Buscando promover uma reflexão que levasse à ação e ao desenvolvimento de um processo de apropriação contextual e de interferência no tempo e nos espaços ambientais e situacionais, foi realizada uma atividade a partir da leitura visual do livro “Isto não é” de Magallanes (2008). A dinâmica envolveu a ampliação do olhar para além de um discurso imagético, mas, sobretudo imaginativo, criativo e reflexivo, de maneira individual e coletiva. A atividade teve como questão inicial e propulsora à reflexão o seguinte: o que se vê é somente o que se vê ou poderia ser transformado em algo diferente para outras realidades e contextos distintos, como forma de intervenção nos espaços a partir de questionamentos sobre o que já está estabelecido, reorientando dessa forma, em uma direção a um pensamento próprio e autônomo sobre novas possibilidades. Para cada criança foi uma experiência de pensamento e imaginação desvinculados da postura de aceitação do que a imagem ou figura real ou inicial simplesmente apresentava, para transpor e propor uma produção, embora não totalmente diferenciada da ideia básica, baseada no pensar e representar emergidos da concepção, da imaginação e da subjetivação expressiva, por intermédio de sua contribuição como produtora de um novo resultado, para um novo desenho ou figura.

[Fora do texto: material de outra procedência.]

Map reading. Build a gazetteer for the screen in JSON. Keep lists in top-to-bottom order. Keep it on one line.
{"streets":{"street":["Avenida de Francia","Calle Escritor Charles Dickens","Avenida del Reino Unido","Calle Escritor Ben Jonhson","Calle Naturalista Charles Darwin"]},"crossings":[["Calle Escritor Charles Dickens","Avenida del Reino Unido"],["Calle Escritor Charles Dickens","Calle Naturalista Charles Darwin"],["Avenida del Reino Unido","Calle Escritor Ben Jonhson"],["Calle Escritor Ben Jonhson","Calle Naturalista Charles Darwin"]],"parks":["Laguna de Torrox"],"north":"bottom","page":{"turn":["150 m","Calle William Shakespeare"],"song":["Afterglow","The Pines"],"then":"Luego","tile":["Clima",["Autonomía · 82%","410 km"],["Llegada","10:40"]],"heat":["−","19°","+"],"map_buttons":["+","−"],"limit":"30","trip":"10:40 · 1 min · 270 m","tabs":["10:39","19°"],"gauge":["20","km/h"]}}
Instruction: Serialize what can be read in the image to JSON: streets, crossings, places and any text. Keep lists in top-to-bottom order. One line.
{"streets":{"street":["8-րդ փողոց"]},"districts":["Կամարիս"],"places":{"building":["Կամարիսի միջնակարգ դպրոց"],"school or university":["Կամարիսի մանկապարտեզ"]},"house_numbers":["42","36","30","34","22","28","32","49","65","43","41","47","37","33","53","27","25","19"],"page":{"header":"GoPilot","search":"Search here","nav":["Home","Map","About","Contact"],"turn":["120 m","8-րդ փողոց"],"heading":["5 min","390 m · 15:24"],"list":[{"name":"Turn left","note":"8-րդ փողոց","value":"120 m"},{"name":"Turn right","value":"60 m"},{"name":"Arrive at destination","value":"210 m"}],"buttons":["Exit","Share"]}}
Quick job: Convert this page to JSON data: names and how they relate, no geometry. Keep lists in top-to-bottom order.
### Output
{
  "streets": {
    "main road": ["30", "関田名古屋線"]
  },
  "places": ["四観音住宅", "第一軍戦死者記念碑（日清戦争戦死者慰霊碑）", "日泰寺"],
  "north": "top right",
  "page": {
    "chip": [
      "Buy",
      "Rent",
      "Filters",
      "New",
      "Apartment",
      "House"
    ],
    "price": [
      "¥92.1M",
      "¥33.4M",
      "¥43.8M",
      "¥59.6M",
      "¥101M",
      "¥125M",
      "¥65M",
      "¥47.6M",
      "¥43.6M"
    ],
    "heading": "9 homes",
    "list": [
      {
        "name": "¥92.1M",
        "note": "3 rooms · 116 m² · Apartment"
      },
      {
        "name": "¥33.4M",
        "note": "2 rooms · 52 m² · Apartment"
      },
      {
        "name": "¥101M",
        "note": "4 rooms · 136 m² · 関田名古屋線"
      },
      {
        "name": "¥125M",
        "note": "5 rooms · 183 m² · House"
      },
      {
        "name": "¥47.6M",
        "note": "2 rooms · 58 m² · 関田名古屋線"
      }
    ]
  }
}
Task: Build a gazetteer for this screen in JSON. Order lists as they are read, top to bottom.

Como discutido anteriormente, algumas crianças consideraram “seus lugares” como desprovidos de qualquer atributo ou atrativos de beleza. Certamente esse fato perpassa por diferentes modos, percepções e até por crenças ditadas e estabelecidas ao longo do tempo seja in locus familiar, escolar ou social. A proposta de se enxergar o que ainda não existe, mas cuja possibilidade é vir a ser, é forjada pelo pensamento e parte de uma prospecção futura de implantação de medidas de mudança sobre o que existe, levando-se a uma postura de mudança da realidade.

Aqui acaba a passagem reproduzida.